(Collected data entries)

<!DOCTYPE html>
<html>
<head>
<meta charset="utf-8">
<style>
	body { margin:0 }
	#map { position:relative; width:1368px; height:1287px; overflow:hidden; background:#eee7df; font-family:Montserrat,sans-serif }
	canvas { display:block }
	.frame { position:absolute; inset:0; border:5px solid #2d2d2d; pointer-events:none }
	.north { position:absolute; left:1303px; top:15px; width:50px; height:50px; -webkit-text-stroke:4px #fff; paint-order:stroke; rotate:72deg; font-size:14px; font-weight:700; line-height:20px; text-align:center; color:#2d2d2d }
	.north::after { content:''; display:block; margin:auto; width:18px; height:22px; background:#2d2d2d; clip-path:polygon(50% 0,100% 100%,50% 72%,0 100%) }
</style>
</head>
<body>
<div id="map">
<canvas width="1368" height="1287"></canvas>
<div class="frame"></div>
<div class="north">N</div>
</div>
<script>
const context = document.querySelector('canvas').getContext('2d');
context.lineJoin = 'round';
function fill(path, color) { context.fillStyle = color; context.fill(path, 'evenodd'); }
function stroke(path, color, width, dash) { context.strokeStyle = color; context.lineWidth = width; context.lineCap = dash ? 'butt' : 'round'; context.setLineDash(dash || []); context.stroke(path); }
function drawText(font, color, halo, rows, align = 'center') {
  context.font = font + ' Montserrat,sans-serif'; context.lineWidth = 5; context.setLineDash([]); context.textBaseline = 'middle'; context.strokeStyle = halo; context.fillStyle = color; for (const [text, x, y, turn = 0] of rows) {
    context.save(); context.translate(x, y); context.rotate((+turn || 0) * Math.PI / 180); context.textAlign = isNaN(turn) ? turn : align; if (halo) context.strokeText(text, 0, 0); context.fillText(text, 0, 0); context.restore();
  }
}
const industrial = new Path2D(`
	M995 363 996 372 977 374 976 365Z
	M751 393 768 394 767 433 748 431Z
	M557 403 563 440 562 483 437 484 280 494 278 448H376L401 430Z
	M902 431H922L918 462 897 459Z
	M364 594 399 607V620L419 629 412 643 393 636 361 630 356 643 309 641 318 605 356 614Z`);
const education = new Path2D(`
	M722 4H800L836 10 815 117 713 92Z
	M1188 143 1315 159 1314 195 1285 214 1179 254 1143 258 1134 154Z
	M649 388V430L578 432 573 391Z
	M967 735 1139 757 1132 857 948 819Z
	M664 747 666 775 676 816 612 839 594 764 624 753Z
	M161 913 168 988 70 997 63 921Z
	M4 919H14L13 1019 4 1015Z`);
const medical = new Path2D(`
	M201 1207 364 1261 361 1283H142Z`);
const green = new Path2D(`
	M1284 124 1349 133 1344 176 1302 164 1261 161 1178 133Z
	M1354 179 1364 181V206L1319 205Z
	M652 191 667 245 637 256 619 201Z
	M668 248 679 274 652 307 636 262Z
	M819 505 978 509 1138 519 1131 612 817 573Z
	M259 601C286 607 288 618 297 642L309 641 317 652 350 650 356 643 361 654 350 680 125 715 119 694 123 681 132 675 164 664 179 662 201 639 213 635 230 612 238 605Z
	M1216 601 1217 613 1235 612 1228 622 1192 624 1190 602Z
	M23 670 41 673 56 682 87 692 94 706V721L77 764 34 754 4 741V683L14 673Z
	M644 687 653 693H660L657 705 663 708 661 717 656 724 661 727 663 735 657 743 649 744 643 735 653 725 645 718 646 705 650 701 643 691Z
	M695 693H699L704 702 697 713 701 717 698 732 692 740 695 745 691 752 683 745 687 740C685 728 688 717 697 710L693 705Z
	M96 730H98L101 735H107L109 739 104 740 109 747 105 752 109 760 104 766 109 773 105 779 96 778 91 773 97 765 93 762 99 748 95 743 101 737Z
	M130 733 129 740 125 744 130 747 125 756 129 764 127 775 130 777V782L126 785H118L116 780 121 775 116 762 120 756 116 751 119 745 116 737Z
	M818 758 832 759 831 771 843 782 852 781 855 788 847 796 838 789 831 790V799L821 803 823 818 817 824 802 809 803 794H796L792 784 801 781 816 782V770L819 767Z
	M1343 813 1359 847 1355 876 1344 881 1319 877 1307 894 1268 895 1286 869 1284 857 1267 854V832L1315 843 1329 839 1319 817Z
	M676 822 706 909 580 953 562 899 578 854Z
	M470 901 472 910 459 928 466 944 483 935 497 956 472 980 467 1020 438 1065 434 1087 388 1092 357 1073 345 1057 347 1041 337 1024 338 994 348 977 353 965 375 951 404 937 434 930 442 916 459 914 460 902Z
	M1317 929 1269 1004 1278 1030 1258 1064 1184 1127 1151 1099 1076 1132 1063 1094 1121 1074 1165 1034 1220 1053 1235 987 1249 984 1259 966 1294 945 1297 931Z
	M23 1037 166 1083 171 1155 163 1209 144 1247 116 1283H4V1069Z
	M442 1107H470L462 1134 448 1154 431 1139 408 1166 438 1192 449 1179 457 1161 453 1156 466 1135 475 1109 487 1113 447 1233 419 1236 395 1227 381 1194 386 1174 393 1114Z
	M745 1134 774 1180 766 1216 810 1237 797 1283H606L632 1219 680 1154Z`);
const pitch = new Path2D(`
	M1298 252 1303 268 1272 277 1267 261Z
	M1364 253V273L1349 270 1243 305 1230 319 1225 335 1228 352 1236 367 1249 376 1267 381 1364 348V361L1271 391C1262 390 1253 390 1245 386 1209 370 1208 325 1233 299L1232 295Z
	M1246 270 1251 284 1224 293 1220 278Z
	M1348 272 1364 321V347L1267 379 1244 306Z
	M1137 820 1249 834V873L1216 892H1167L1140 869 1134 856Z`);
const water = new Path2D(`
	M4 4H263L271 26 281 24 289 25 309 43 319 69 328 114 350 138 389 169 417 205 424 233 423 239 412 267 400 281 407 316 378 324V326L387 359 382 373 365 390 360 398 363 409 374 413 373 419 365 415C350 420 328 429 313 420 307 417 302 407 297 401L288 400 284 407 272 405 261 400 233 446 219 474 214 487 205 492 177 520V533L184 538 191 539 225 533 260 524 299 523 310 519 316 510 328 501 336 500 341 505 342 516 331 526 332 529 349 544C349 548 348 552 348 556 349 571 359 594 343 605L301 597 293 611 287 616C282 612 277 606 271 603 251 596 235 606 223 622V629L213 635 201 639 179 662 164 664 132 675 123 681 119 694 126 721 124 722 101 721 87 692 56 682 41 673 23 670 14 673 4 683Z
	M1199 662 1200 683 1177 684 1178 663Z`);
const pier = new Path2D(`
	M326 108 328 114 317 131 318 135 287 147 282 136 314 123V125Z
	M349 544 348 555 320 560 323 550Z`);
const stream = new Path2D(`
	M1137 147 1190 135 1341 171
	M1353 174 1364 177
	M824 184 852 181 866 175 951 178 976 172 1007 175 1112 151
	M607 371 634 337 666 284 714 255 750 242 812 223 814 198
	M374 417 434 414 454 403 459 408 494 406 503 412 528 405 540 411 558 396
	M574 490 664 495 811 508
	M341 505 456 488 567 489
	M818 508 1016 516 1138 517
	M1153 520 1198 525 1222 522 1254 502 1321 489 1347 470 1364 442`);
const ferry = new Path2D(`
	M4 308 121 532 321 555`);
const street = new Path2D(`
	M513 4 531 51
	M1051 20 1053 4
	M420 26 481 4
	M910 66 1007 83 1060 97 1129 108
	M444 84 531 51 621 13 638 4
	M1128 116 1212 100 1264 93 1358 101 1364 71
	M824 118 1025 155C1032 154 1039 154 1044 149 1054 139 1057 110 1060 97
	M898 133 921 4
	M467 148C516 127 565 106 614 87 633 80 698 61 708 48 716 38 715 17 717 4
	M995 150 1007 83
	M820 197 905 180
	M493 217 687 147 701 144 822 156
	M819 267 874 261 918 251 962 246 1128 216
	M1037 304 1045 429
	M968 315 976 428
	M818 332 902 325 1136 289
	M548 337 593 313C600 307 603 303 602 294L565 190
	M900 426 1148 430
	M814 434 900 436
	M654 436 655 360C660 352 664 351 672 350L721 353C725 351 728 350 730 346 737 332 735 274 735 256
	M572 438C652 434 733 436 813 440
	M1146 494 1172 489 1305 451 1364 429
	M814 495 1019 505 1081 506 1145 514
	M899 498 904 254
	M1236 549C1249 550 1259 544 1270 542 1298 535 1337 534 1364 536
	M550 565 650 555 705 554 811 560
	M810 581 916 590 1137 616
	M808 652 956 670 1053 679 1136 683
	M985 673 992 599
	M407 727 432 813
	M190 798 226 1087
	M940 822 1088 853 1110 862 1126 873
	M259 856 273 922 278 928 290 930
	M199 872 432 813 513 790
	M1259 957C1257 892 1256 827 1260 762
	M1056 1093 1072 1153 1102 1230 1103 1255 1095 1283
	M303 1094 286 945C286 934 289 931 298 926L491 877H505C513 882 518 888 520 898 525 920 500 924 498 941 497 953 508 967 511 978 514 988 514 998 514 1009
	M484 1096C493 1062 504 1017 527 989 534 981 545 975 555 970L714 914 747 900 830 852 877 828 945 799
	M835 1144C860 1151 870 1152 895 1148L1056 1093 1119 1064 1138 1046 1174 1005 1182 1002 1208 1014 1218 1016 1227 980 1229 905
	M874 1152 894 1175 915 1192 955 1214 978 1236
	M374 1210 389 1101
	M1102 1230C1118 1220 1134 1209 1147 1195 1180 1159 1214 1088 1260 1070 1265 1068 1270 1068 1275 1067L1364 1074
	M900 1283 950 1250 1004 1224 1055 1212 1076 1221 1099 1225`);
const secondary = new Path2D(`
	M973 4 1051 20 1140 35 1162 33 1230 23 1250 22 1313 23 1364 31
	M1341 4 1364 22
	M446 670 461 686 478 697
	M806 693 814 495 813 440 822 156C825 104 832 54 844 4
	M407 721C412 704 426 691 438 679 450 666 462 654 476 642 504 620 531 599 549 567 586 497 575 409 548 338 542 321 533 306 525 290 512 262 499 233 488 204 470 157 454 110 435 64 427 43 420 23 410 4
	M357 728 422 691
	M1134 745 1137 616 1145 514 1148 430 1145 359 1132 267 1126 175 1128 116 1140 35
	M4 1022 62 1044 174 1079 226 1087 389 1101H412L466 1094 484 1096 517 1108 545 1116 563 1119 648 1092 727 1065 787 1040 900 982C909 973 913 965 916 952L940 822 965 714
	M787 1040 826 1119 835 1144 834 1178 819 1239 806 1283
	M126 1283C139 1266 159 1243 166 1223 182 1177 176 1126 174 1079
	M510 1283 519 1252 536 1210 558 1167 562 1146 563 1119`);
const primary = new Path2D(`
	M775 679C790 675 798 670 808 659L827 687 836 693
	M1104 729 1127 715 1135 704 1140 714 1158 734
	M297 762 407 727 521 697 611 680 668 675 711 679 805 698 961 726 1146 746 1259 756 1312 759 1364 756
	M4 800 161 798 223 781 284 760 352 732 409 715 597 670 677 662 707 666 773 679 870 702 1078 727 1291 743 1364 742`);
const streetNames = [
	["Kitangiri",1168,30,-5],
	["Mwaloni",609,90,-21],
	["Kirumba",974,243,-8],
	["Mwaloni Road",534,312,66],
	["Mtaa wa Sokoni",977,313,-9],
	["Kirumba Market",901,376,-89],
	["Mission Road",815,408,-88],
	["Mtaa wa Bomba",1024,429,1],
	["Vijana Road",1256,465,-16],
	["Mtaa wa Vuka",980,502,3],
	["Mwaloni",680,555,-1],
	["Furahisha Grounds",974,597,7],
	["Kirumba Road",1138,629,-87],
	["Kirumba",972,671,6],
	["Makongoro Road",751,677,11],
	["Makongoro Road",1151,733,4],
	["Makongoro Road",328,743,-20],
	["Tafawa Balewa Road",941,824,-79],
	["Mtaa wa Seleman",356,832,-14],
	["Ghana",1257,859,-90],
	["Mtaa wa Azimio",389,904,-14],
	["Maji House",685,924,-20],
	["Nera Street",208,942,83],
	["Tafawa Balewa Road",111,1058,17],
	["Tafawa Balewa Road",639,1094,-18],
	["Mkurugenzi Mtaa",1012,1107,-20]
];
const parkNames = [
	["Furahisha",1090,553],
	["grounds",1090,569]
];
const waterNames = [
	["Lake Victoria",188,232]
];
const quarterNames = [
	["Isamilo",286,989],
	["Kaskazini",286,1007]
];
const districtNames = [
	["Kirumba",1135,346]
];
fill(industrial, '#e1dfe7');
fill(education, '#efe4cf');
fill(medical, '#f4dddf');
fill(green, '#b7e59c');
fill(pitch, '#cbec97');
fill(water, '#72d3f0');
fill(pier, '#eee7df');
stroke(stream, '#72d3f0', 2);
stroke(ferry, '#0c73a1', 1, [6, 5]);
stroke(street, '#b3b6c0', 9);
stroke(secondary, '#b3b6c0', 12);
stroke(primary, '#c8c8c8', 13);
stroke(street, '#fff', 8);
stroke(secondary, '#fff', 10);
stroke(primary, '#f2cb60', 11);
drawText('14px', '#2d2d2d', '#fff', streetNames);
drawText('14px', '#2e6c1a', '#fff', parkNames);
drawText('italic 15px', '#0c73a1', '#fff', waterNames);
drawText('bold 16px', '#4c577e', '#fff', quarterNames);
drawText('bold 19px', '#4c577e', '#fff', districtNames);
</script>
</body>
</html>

ABOUT THIS EXERCISE =
Copy, exactly and only, the lines above that begin with the one containing "M1353 174 1364 177" and finish with the one containing "M1102 1230C1118 1220".

YOUR RESPONSE =
	M1353 174 1364 177
	M824 184 852 181 866 175 951 178 976 172 1007 175 1112 151
	M607 371 634 337 666 284 714 255 750 242 812 223 814 198
	M374 417 434 414 454 403 459 408 494 406 503 412 528 405 540 411 558 396
	M574 490 664 495 811 508
	M341 505 456 488 567 489
	M818 508 1016 516 1138 517
	M1153 520 1198 525 1222 522 1254 502 1321 489 1347 470 1364 442`);
const ferry = new Path2D(`
	M4 308 121 532 321 555`);
const street = new Path2D(`
	M513 4 531 51
	M1051 20 1053 4
	M420 26 481 4
	M910 66 1007 83 1060 97 1129 108
	M444 84 531 51 621 13 638 4
	M1128 116 1212 100 1264 93 1358 101 1364 71
	M824 118 1025 155C1032 154 1039 154 1044 149 1054 139 1057 110 1060 97
	M898 133 921 4
	M467 148C516 127 565 106 614 87 633 80 698 61 708 48 716 38 715 17 717 4
	M995 150 1007 83
	M820 197 905 180
	M493 217 687 147 701 144 822 156
	M819 267 874 261 918 251 962 246 1128 216
	M1037 304 1045 429
	M968 315 976 428
	M818 332 902 325 1136 289
	M548 337 593 313C600 307 603 303 602 294L565 190
	M900 426 1148 430
	M814 434 900 436
	M654 436 655 360C660 352 664 351 672 350L721 353C725 351 728 350 730 346 737 332 735 274 735 256
	M572 438C652 434 733 436 813 440
	M1146 494 1172 489 1305 451 1364 429
	M814 495 1019 505 1081 506 1145 514
	M899 498 904 254
	M1236 549C1249 550 1259 544 1270 542 1298 535 1337 534 1364 536
	M550 565 650 555 705 554 811 560
	M810 581 916 590 1137 616
	M808 652 956 670 1053 679 1136 683
	M985 673 992 599
	M407 727 432 813
	M190 798 226 1087
	M940 822 1088 853 1110 862 1126 873
	M259 856 273 922 278 928 290 930
	M199 872 432 813 513 790
	M1259 957C1257 892 1256 827 1260 762
	M1056 1093 1072 1153 1102 1230 1103 1255 1095 1283
	M303 1094 286 945C286 934 289 931 298 926L491 877H505C513 882 518 888 520 898 525 920 500 924 498 941 497 953 508 967 511 978 514 988 514 998 514 1009
	M484 1096C493 1062 504 1017 527 989 534 981 545 975 555 970L714 914 747 900 830 852 877 828 945 799
	M835 1144C860 1151 870 1152 895 1148L1056 1093 1119 1064 1138 1046 1174 1005 1182 1002 1208 1014 1218 1016 1227 980 1229 905
	M874 1152 894 1175 915 1192 955 1214 978 1236
	M374 1210 389 1101
	M1102 1230C1118 1220 1134 1209 1147 1195 1180 1159 1214 1088 1260 1070 1265 1068 1270 1068 1275 1067L1364 1074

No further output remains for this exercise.